> [TASK DESCRIPTION]: Pick out every line in the data below that holds "sans".
TASK MATERIAL START
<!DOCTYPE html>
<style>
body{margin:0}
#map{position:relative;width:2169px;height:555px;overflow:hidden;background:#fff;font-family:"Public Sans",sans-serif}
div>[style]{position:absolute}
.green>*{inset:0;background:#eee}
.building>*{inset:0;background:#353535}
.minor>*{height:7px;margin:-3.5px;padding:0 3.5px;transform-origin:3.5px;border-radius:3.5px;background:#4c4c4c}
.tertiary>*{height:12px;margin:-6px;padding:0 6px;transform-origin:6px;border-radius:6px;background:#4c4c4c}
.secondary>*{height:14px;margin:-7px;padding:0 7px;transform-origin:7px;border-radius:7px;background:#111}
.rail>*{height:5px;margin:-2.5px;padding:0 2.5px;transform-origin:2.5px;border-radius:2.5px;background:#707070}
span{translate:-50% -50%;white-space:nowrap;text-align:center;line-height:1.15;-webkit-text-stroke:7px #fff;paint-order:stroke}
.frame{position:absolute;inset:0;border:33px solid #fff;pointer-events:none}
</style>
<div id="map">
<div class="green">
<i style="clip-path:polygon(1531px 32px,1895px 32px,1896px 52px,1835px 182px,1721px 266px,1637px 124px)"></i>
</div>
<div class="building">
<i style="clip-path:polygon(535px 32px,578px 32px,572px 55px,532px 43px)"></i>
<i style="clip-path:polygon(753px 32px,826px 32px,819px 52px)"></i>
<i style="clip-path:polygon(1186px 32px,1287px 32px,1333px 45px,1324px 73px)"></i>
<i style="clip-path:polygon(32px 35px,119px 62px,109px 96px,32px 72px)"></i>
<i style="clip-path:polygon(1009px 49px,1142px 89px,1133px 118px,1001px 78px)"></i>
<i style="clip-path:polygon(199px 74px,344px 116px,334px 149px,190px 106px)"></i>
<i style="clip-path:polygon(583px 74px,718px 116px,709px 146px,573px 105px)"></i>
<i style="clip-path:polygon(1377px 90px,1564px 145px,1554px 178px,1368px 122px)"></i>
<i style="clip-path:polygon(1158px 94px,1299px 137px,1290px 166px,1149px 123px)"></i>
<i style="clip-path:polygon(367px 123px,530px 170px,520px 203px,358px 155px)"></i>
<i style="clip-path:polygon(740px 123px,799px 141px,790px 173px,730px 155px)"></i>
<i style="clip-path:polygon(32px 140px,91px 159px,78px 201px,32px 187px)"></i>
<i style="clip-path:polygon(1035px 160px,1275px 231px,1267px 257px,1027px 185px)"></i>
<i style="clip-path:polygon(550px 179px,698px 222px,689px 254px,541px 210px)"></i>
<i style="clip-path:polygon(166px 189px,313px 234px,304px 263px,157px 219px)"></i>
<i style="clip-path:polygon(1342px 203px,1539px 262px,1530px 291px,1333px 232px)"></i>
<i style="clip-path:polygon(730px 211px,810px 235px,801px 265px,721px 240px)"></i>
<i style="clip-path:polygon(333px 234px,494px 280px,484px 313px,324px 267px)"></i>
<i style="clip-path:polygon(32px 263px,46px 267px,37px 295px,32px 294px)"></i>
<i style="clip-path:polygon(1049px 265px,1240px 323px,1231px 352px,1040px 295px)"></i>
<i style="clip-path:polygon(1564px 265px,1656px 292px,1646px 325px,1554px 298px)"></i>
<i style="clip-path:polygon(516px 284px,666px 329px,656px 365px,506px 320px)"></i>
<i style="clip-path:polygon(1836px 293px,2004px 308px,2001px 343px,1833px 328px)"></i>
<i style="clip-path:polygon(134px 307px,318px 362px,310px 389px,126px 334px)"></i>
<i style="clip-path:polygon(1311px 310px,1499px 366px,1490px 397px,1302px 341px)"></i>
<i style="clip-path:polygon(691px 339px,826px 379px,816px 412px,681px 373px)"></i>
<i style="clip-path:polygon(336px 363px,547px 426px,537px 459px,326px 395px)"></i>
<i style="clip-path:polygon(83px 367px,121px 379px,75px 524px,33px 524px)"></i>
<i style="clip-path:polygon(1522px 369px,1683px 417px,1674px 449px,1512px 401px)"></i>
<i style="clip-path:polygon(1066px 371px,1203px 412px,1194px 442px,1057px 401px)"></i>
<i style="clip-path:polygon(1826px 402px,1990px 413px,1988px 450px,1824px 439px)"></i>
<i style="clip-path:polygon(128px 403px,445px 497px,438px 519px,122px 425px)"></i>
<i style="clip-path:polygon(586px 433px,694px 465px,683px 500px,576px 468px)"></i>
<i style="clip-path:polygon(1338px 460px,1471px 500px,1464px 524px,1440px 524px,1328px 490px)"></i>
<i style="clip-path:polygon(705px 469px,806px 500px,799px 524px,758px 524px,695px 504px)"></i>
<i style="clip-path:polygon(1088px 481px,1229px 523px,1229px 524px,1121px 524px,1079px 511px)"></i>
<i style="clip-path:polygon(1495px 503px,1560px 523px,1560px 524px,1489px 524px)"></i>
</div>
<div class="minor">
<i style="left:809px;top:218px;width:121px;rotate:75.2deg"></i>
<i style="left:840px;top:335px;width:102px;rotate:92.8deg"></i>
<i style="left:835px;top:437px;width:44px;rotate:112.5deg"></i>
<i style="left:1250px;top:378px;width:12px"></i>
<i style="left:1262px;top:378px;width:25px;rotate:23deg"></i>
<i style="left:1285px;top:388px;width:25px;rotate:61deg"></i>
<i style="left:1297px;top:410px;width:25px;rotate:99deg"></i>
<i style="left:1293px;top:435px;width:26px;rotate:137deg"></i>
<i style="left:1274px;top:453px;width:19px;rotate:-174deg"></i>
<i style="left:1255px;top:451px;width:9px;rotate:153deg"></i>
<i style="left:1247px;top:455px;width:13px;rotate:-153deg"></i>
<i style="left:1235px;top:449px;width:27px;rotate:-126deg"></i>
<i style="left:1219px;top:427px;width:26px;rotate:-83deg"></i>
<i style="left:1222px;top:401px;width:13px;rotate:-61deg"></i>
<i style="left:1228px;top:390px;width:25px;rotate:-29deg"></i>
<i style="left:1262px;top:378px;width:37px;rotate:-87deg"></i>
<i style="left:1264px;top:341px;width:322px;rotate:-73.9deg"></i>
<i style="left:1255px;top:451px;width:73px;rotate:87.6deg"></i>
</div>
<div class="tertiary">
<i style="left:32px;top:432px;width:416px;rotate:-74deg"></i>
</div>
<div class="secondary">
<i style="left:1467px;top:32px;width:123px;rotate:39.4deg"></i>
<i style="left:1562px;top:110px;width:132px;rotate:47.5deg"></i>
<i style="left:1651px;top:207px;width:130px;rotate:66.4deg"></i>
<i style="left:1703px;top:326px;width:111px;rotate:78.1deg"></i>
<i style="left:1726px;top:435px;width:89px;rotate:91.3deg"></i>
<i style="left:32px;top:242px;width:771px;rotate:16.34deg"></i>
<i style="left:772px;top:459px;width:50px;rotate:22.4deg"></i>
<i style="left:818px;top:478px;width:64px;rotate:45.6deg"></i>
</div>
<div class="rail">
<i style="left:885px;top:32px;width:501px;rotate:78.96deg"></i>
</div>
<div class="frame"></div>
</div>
TASK MATERIAL END
TASK MATERIAL START
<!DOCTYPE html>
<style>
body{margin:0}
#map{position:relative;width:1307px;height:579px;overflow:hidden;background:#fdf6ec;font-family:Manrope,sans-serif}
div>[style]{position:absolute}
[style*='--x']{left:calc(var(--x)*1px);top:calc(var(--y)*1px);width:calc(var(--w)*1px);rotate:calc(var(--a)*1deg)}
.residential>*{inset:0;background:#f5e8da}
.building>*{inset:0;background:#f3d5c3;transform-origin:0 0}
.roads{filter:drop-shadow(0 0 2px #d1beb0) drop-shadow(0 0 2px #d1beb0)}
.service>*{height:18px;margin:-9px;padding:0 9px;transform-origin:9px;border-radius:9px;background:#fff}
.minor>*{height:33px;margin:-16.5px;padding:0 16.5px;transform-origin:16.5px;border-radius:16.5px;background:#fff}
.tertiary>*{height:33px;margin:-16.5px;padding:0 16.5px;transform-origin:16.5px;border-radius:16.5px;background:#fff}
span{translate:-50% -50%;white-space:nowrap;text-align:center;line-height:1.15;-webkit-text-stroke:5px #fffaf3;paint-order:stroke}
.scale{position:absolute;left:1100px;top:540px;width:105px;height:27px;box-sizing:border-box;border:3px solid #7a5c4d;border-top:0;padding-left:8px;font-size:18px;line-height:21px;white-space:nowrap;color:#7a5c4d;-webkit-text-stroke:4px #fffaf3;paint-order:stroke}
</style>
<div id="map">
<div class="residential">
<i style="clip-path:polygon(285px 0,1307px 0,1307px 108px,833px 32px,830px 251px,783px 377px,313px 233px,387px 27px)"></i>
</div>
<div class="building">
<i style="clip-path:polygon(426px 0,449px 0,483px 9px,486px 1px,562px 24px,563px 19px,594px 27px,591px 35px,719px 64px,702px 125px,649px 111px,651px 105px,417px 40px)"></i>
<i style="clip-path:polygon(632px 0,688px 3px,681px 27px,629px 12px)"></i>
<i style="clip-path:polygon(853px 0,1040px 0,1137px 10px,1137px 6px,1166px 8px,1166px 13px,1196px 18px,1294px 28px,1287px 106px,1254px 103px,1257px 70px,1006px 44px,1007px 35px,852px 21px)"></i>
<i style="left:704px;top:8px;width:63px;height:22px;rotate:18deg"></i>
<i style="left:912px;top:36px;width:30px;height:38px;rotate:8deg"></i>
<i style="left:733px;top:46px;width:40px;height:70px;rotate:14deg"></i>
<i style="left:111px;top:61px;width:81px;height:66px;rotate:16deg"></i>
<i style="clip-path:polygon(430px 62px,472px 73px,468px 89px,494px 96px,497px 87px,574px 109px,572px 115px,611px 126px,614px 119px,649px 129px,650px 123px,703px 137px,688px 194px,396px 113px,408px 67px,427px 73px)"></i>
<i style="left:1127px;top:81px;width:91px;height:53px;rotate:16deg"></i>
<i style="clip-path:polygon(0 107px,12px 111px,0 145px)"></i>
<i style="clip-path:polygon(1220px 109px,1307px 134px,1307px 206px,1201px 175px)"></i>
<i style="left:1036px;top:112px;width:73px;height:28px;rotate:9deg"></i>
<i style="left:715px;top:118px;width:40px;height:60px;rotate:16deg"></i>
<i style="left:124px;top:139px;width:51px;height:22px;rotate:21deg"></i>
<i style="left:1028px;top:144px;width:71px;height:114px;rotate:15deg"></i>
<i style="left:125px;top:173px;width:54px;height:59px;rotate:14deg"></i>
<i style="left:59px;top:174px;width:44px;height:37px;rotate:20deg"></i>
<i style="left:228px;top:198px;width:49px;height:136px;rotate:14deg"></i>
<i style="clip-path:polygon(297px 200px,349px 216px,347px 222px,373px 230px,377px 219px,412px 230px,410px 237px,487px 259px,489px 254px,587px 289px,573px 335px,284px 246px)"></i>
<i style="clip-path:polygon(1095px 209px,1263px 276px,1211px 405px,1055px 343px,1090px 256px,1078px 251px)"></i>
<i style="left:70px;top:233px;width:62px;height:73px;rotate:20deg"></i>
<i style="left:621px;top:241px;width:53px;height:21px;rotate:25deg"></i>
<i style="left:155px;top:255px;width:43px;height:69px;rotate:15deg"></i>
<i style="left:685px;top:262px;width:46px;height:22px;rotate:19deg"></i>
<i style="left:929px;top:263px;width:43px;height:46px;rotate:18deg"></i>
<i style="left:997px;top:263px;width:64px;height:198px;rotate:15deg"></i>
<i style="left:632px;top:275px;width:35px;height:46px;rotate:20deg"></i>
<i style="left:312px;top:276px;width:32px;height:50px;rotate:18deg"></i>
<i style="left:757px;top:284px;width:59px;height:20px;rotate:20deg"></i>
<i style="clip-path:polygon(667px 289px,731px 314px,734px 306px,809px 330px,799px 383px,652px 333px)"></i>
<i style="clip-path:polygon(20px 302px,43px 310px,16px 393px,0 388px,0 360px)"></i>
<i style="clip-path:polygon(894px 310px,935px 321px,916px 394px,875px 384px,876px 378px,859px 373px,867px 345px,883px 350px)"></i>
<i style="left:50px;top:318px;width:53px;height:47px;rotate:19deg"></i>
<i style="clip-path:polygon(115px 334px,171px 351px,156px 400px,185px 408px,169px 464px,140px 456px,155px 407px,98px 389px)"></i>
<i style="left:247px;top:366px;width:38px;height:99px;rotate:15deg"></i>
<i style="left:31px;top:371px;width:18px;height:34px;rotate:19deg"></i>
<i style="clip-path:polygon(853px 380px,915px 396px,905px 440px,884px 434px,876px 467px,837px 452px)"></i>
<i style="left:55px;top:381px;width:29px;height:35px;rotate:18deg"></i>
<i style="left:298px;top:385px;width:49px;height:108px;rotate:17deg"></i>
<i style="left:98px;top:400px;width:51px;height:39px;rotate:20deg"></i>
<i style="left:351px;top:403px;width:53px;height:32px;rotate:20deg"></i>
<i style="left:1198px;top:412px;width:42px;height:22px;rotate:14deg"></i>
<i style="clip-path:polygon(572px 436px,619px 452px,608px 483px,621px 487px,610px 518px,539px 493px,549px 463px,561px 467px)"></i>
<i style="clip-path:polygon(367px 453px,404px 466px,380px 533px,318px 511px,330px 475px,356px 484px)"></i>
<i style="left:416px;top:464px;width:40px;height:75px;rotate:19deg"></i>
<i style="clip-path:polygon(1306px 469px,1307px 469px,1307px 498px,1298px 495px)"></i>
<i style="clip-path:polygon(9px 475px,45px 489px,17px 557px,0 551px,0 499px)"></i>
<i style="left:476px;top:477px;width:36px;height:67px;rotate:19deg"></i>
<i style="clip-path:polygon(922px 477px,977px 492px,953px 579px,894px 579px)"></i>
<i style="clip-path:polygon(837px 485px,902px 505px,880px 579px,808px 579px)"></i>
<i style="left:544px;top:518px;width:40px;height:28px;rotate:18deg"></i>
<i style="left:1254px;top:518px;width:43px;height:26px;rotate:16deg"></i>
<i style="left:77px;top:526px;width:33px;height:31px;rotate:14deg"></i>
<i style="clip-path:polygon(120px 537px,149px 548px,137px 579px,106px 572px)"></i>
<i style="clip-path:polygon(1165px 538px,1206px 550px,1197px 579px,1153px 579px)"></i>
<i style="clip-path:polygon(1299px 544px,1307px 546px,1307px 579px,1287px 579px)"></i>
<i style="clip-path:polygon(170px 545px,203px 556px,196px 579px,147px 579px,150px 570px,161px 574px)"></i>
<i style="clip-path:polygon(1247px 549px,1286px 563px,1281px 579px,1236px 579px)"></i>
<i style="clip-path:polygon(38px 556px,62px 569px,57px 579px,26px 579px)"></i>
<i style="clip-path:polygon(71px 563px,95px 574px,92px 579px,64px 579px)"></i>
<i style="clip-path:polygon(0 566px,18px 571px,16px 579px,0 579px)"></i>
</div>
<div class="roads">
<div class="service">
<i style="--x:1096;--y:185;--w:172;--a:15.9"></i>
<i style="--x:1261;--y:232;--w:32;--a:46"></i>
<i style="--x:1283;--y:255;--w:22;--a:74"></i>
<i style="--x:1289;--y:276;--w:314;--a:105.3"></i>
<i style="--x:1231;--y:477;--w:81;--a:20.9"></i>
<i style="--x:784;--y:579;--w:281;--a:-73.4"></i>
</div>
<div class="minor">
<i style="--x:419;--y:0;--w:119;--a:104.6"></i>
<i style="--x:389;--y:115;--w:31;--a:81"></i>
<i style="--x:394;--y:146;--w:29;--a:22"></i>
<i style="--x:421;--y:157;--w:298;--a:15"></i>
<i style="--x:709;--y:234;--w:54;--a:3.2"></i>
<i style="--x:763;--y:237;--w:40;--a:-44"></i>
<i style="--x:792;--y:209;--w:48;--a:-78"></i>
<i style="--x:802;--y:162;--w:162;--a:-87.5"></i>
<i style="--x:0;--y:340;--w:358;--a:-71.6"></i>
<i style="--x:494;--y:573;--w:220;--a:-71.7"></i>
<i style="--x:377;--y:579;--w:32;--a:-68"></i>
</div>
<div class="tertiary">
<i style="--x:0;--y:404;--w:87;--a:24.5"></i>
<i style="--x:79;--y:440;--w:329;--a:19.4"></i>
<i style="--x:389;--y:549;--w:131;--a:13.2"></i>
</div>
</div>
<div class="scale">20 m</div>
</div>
TASK MATERIAL END
> [EXERCISE SOLUTION]:
#map{position:relative;width:2169px;height:555px;overflow:hidden;background:#fff;font-family:"Public Sans",sans-serif}
#map{position:relative;width:1307px;height:579px;overflow:hidden;background:#fdf6ec;font-family:Manrope,sans-serif}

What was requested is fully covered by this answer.